Software is available that helps detect activities that violate anticorruption laws and regulations as they occur or shortly thereafter; this is far more effective than waiting for internal audits or (worse still) whistleblowers to uncover malfeasance. To prevent violations of the FCPA and other antibribery statues, corporations must be able to monitor their financial and other systems for warning signs. These applications take advantage of operational intelligence, a class of analytical capabilities built on event-focused information-gathering that can uncover suspicious actions as they occur. Our research on innovating with operational intelligence shows that companies use an array of systems (led by IT systems management and major enterprise applications such as ERP and CRM) to track events, analyze them, report results and create alerts when conditions warrant them, as detailed in the related chart.
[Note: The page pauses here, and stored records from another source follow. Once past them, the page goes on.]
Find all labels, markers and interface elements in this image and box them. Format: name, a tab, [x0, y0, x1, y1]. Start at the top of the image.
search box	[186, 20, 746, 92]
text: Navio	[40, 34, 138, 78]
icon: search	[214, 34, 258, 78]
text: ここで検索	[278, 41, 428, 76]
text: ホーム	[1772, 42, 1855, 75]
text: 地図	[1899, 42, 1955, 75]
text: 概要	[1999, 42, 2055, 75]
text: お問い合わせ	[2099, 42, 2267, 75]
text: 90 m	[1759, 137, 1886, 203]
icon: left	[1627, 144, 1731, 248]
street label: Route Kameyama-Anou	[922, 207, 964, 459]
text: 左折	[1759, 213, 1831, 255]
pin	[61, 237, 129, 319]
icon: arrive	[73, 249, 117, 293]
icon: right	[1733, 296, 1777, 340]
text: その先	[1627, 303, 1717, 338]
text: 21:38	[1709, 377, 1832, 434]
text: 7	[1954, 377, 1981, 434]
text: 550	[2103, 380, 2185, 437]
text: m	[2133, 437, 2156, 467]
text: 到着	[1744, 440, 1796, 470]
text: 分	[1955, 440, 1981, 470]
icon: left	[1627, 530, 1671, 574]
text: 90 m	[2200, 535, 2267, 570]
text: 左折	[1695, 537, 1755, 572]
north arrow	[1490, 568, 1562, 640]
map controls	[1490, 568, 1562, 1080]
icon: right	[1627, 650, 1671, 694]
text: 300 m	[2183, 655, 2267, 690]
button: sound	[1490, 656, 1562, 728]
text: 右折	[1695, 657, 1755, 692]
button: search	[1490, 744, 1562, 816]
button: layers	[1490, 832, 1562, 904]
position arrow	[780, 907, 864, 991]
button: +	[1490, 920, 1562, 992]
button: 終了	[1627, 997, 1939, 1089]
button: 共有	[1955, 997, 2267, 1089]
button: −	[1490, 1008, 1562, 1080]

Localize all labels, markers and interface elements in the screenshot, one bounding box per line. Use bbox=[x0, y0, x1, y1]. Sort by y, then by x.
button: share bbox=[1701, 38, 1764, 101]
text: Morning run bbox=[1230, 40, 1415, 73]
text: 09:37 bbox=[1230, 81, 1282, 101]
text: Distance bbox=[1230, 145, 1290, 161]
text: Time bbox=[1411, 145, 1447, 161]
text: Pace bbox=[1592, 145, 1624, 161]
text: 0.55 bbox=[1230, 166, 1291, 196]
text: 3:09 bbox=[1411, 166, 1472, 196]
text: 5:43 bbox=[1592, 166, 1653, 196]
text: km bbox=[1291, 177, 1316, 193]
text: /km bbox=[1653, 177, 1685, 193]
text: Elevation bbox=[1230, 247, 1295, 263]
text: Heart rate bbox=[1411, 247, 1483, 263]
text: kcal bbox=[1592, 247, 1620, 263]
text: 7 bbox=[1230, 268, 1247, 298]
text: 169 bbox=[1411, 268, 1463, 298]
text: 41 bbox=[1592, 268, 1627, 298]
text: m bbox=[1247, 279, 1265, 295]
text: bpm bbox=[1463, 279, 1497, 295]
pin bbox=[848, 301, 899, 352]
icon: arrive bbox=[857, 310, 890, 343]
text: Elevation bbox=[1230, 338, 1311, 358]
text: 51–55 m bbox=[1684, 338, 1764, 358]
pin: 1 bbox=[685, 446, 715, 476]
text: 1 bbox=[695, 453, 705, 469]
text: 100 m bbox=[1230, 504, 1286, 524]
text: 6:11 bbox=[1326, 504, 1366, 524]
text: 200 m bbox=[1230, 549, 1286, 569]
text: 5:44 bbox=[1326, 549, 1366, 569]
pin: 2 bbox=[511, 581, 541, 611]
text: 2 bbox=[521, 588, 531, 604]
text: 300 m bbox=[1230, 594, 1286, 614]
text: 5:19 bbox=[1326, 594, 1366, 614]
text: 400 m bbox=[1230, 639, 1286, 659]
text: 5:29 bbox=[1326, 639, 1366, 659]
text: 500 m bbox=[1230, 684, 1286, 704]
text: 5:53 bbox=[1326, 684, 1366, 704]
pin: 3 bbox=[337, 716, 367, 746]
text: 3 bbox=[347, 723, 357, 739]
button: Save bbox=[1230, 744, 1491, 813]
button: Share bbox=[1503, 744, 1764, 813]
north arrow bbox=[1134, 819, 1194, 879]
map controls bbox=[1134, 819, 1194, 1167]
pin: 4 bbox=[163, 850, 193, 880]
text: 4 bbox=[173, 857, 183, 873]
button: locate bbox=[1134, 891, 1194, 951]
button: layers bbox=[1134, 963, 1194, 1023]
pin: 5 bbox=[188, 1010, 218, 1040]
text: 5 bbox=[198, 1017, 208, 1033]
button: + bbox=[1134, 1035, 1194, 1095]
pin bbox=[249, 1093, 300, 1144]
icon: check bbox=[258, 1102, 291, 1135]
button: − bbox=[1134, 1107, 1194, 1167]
The research also shows that about half (53%) use 11 or more information sources in implementing their operational intelligence efforts. In the future, effective FCPA software increasingly will need to look at a wider range of internal data as well as information from external sources and social media to determine, for example, whether a consulting company that just received a finder’s fee is run by or employs a relative of a government official. Today, companies can utilize software from large vendors such as IBM, Oracle and SAP, as well as vendors with FCPA-specific software such as Compliancy and Oversight Systems.
Bribery and corruption are unlikely to disappear entirely. Regardless of anyone’s best intentions, corporate boards and executives can find themselves enmeshed in a scandal not of their own devising. The best defense in such cases is plain evidence that the organization has done everything reasonable to prevent its occurrence and has discovered and dealt with it promptly if it does. Policies and training are vital components, but software can be the extra component necessary to improve the effectiveness of monitoring and auditing to support anticorruption efforts.